The concerns regarding separate checking expressed at the Jacksonville meeting had to do with the ability to provide separate checking as an incremental addition on top of the current Concepts proposal at some future date. With regard to the issues explored in this post, it looks to me like adequate solutions can be provided without requiring changes to the current proposal or compromising code written to it. However, I think there are other issues that are of greater concern.
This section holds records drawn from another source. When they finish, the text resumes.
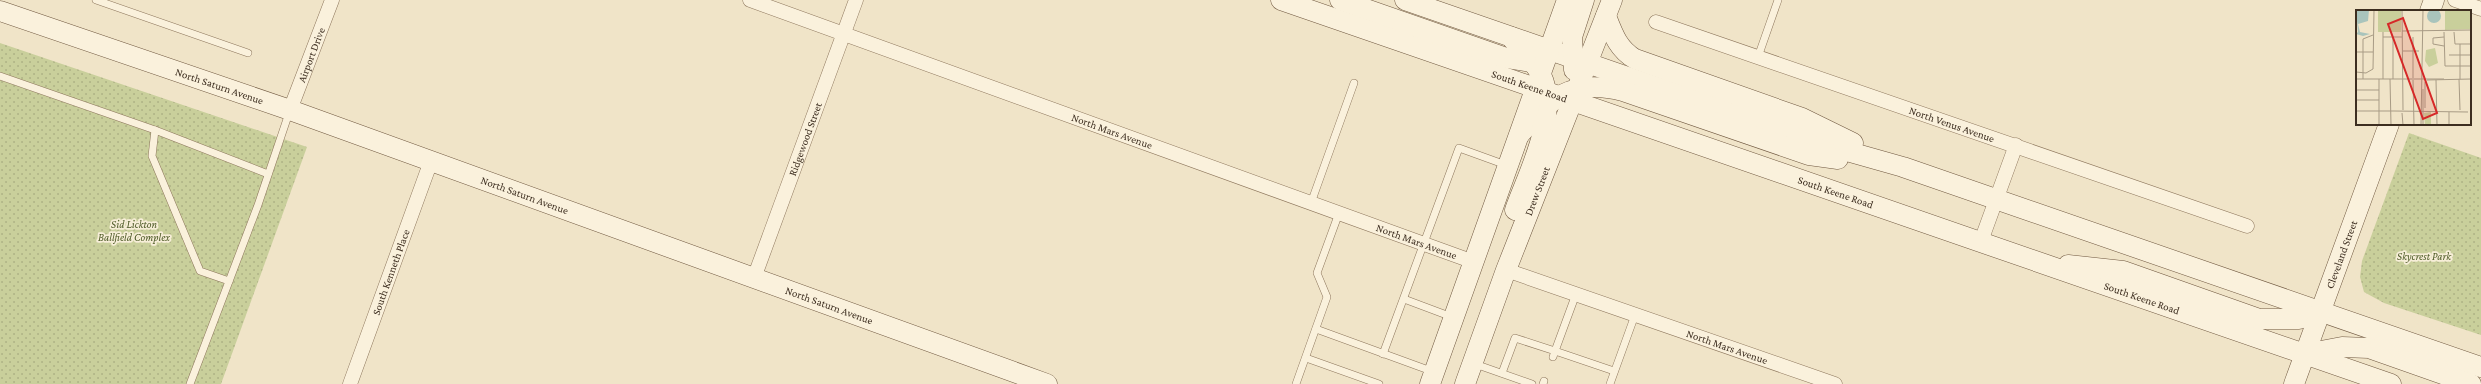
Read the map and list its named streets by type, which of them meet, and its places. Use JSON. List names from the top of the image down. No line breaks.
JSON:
{"streets":{"main road":["North Saturn Avenue","South Keene Road","Drew Street","Cleveland Street"],"street":["Airport Drive","North Venus Avenue","North Mars Avenue","Ridgewood Street","South Kenneth Place"]},"crossings":[["Airport Drive","North Saturn Avenue"],["North Saturn Avenue","Ridgewood Street"],["North Saturn Avenue","South Kenneth Place"],["South Keene Road","Drew Street"],["South Keene Road","Cleveland Street"],["North Mars Avenue","Ridgewood Street"],["North Mars Avenue","Drew Street"]],"parks":["Sid Lickton Ballfield Complex","Skycrest Park"]}
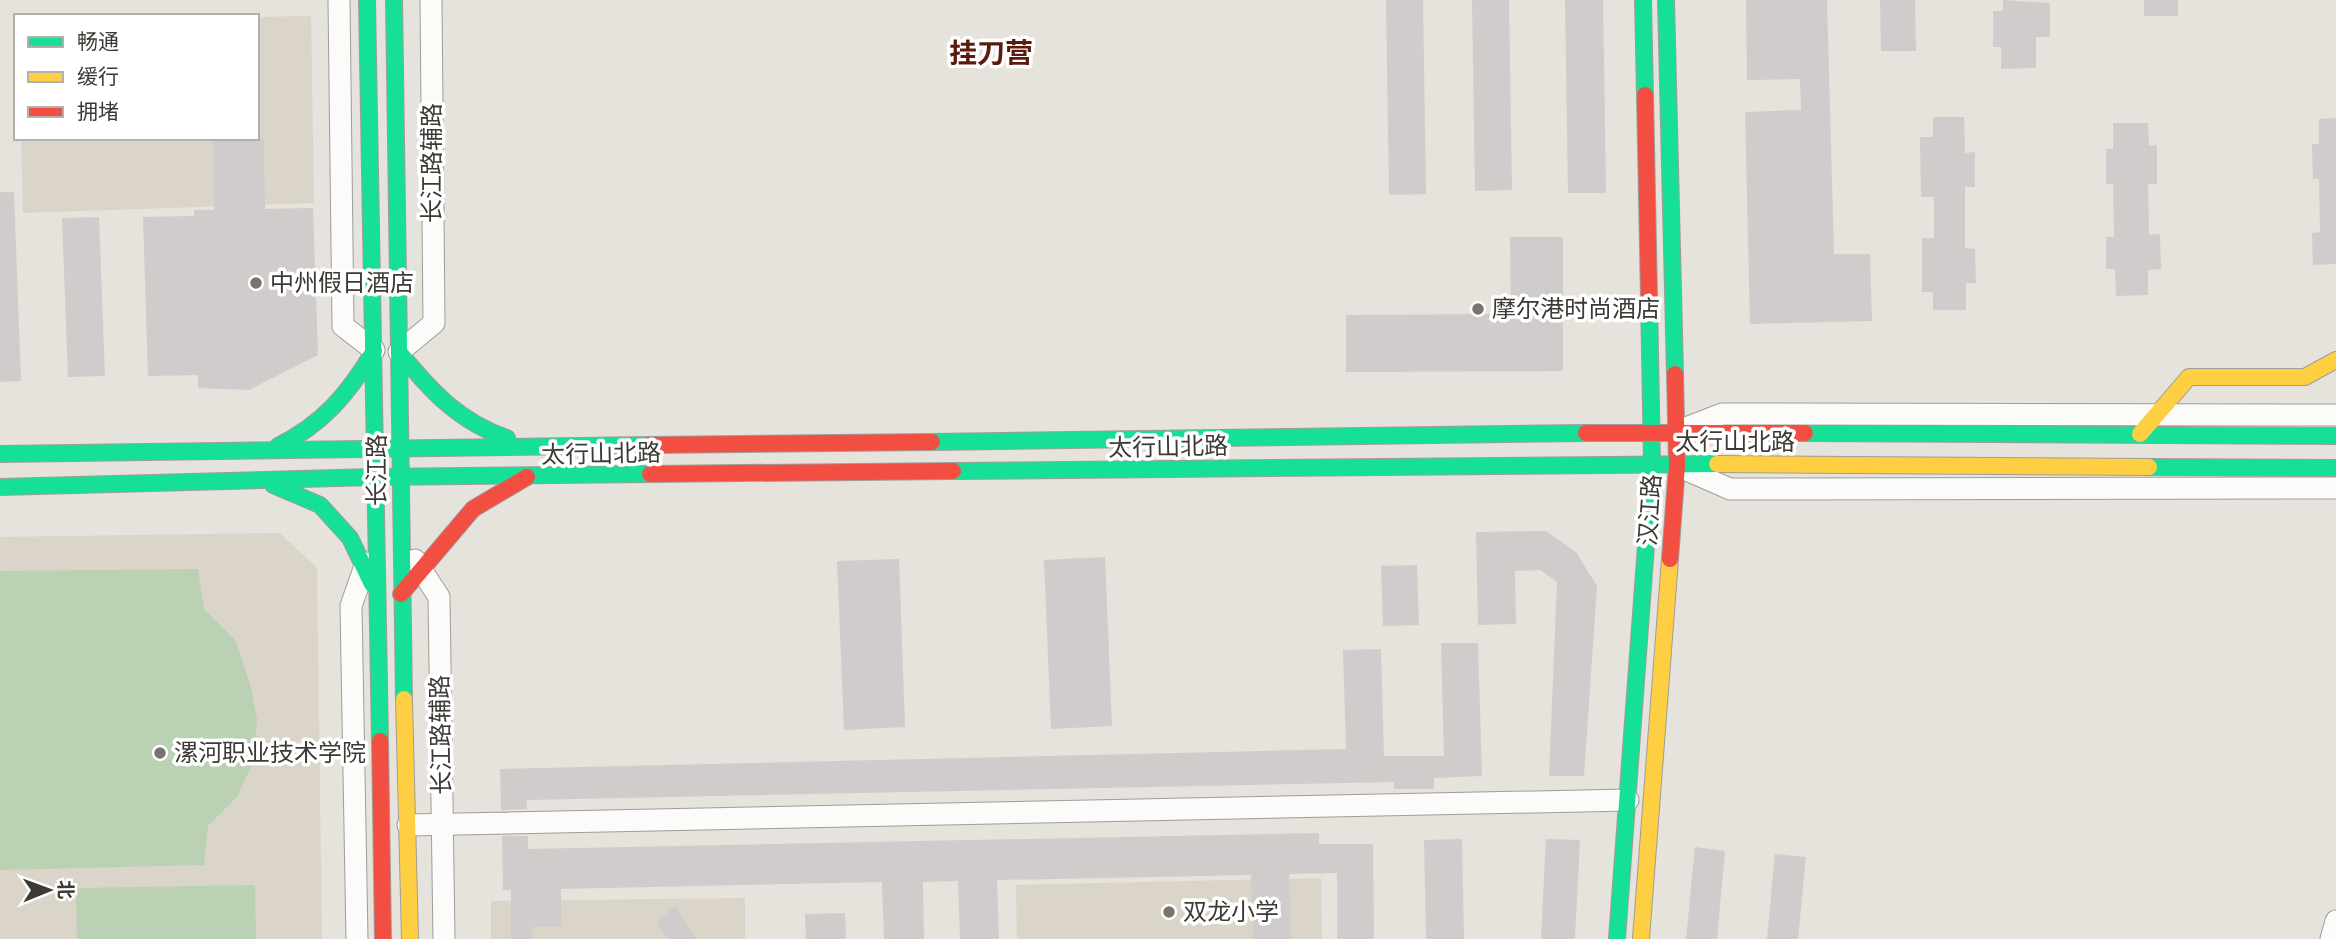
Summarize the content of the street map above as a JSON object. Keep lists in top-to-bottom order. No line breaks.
{"streets":{"main road":["太行山北路","长江路","汉江路"],"street":["长江路辅路"]},"crossings":[["长江路辅路","长江路"],["太行山北路","长江路"],["太行山北路","汉江路"]],"districts":["挂刀营"],"places":["中州假日酒店","摩尔港时尚酒店","漯河职业技术学院","双龙小学"],"legend":["畅通","缓行","拥堵"],"north":"right"}
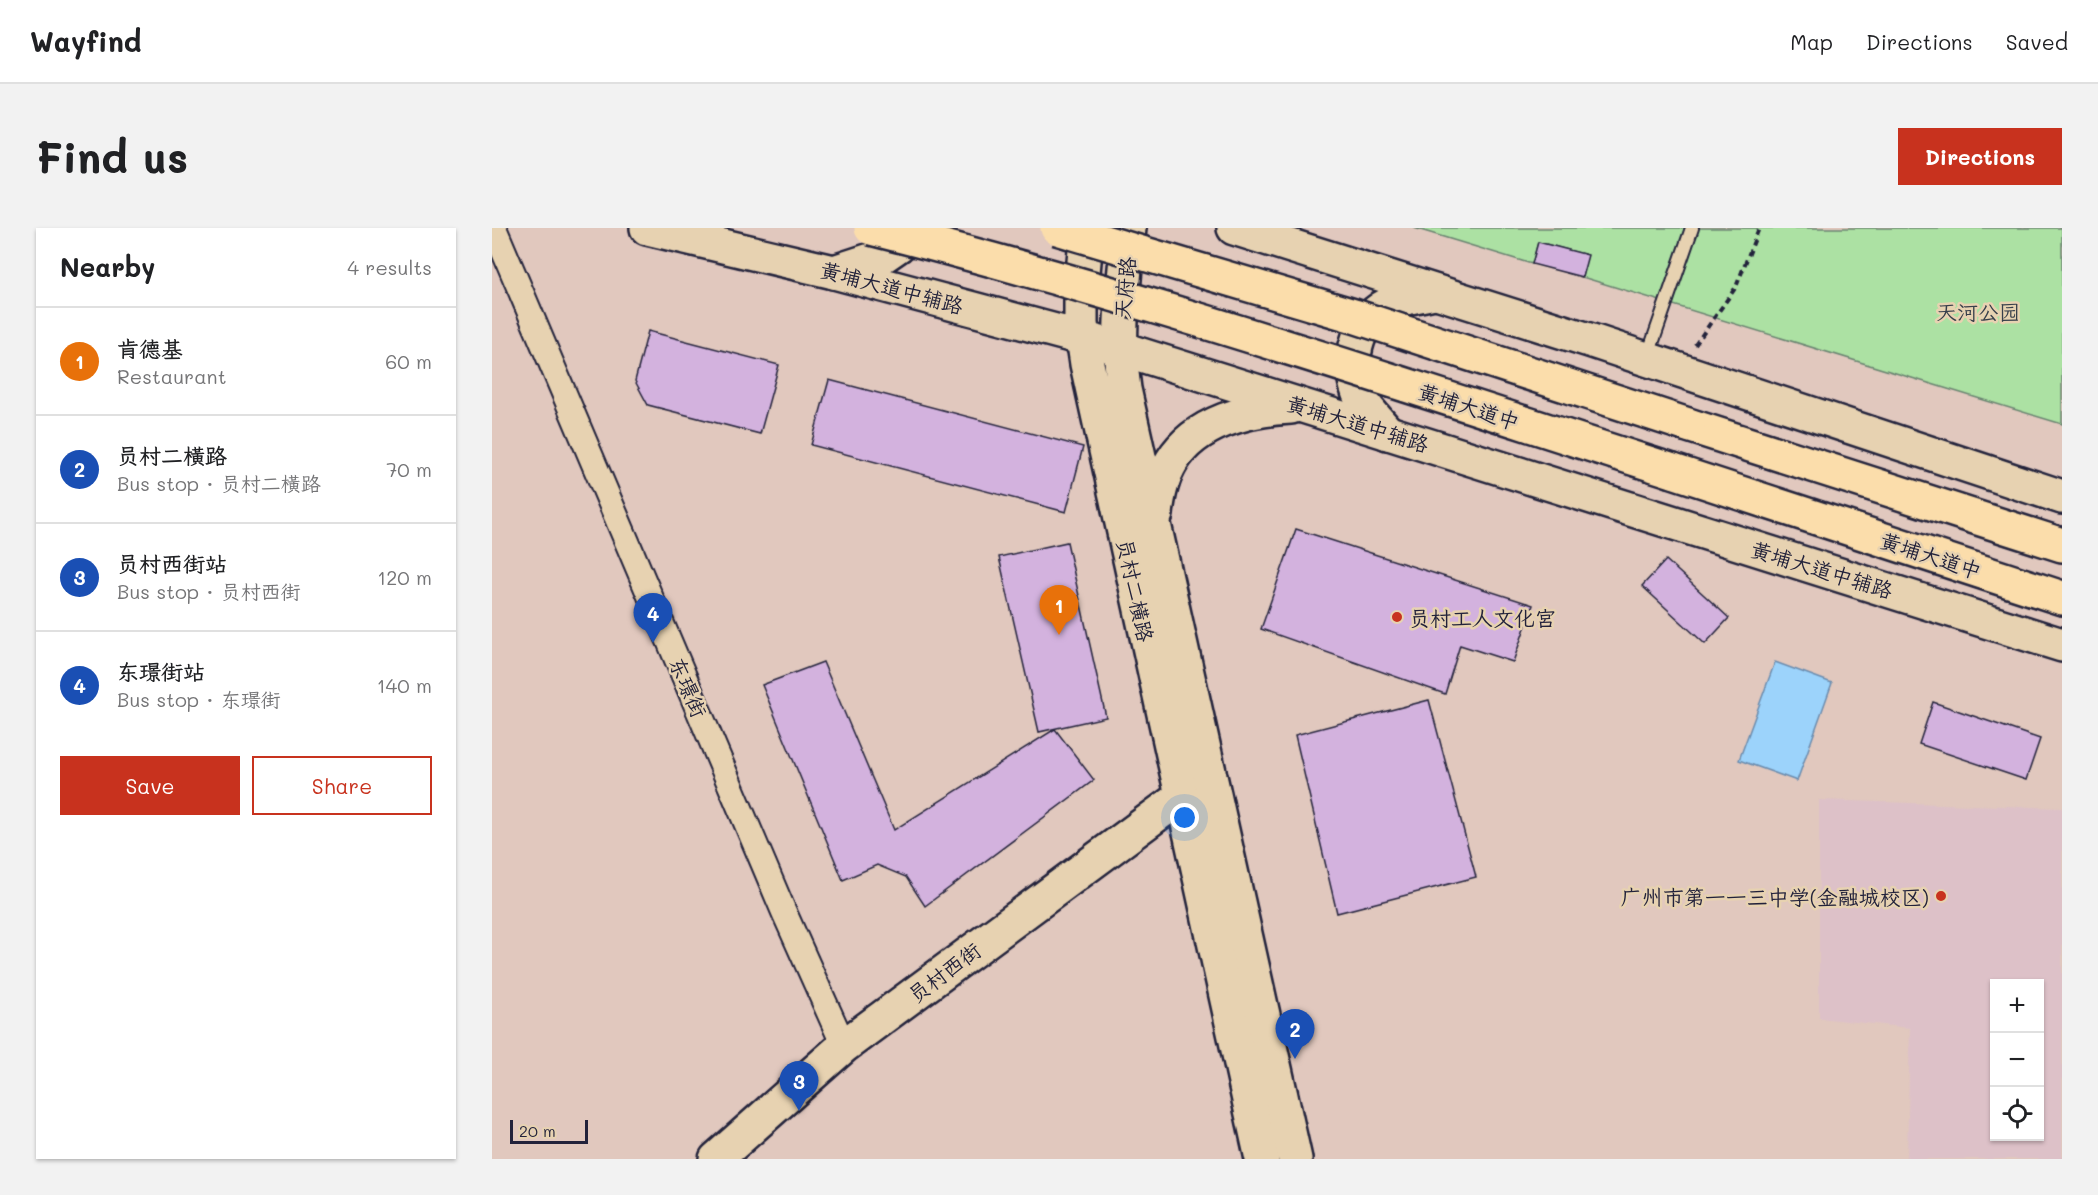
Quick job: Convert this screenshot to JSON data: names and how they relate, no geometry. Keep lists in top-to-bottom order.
{
  "streets": {
    "main road": [
      "黄埔大道中辅路",
      "天府路",
      "黄埔大道中",
      "员村二横路",
      "员村西街"
    ],
    "street": ["东璟街"]
  },
  "crossings": [
    ["黄埔大道中辅路", "天府路"],
    ["黄埔大道中辅路", "员村二横路"],
    ["天府路", "员村二横路"],
    ["员村二横路", "员村西街"],
    ["东璟街", "员村西街"]
  ],
  "parks": ["天河公园"],
  "places": ["员村工人文化宫", "广州市第一一三中学(金融城校区)"],
  "scale_bar": "20 m",
  "page": {
    "header": "Wayfind",
    "nav": ["Map", "Directions", "Saved"],
    "buttons": [
      "Directions",
      ["Save", "Share"]
    ],
    "title": "Find us",
    "heading": ["Nearby", "4 results"],
    "list": [
      {
        "mark": "1",
        "name": "肯德基",
        "note": "Restaurant",
        "value": "60 m"
      },
      {
        "mark": "2",
        "name": "员村二横路",
        "note": "Bus stop · 员村二横路",
        "value": "70 m"
      },
      {
        "mark": "3",
        "name": "员村西街站",
        "note": "Bus stop · 员村西街",
        "value": "120 m"
      },
      {
        "mark": "4",
        "name": "东璟街站",
        "note": "Bus stop · 东璟街",
        "value": "140 m"
      }
    ],
    "pins": [
      "1",
      "4",
      "2",
      "3"
    ],
    "map_buttons": ["+", "−"],
    "scale": "20 m"
  }
}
More on that next time.

References:

[N1510] Bjarne Stroustrup, “Concept checking – A more abstract complement to type checking”, N1510, 2003.
http://open-std.org/jtc1/sc22/wg21/docs/papers/2003/n1510.pdf
[N1522] Bjarne Stroustrup and Gabriel Dos Reis, “Concepts – Design choices for template argument checking”, N1522, 2003.
http://open-std.org/jtc1/sc22/wg21/docs/papers/2003/n1522.pdf
[N1536] Bjarne Stroustrup and Gabriel Dos Reis, “Concepts – syntax and composition”, N1536, 2003.
http://open-std.org/jtc1/sc22/wg21/docs/papers/2003/n1536.pdf
[N2773] Douglas Gregor et al., “Proposed Wording for Concepts (Revision 9)”, N2773, 2008.
http://www.open-std.org/jtc1/sc22/wg21/docs/papers/2008/n2773.pdf
[N2906] Bjarne Stroustrup, “Simplifying the use of concepts”, N2906, 2009.
http://www.open-std.org/jtc1/sc22/wg21/docs/papers/2009/n2906.pdf
[P0240R0] Matt Calabrese, “Why I want Concepts, but why they should come later rather than sooner”, P0240R0, 2016.
http://www.open-std.org/jtc1/sc22/wg21/docs/papers/2016/p0240r0.html
[Dr.Dobb’s] Bjarne Stroustrup, “The C++0x “Remove Concepts” Decision”, 2009.
http://www.drdobbs.com/cpp/the-c0x-remove-concepts-decision/218600111
[SG8-Concepts] Faisal Vali et al., “Is there really no path forward for definition checking of templates?”, 2016.
https://groups.google.com/a/isocpp.org/forum/#!msg/concepts/CX3aUunonaI/D6-jtlkfFgAJ
[isocpp-lib-ext] Tom Honermann et al., “constexpr if and concept definition checking”, 2016.
EWG reflector, email thread titled “constexpr if and concept definition checking”, 2016-02-26
[std-proposals] Nicol Bolas, “if requires: the concepts-based if constexpr”, 2016.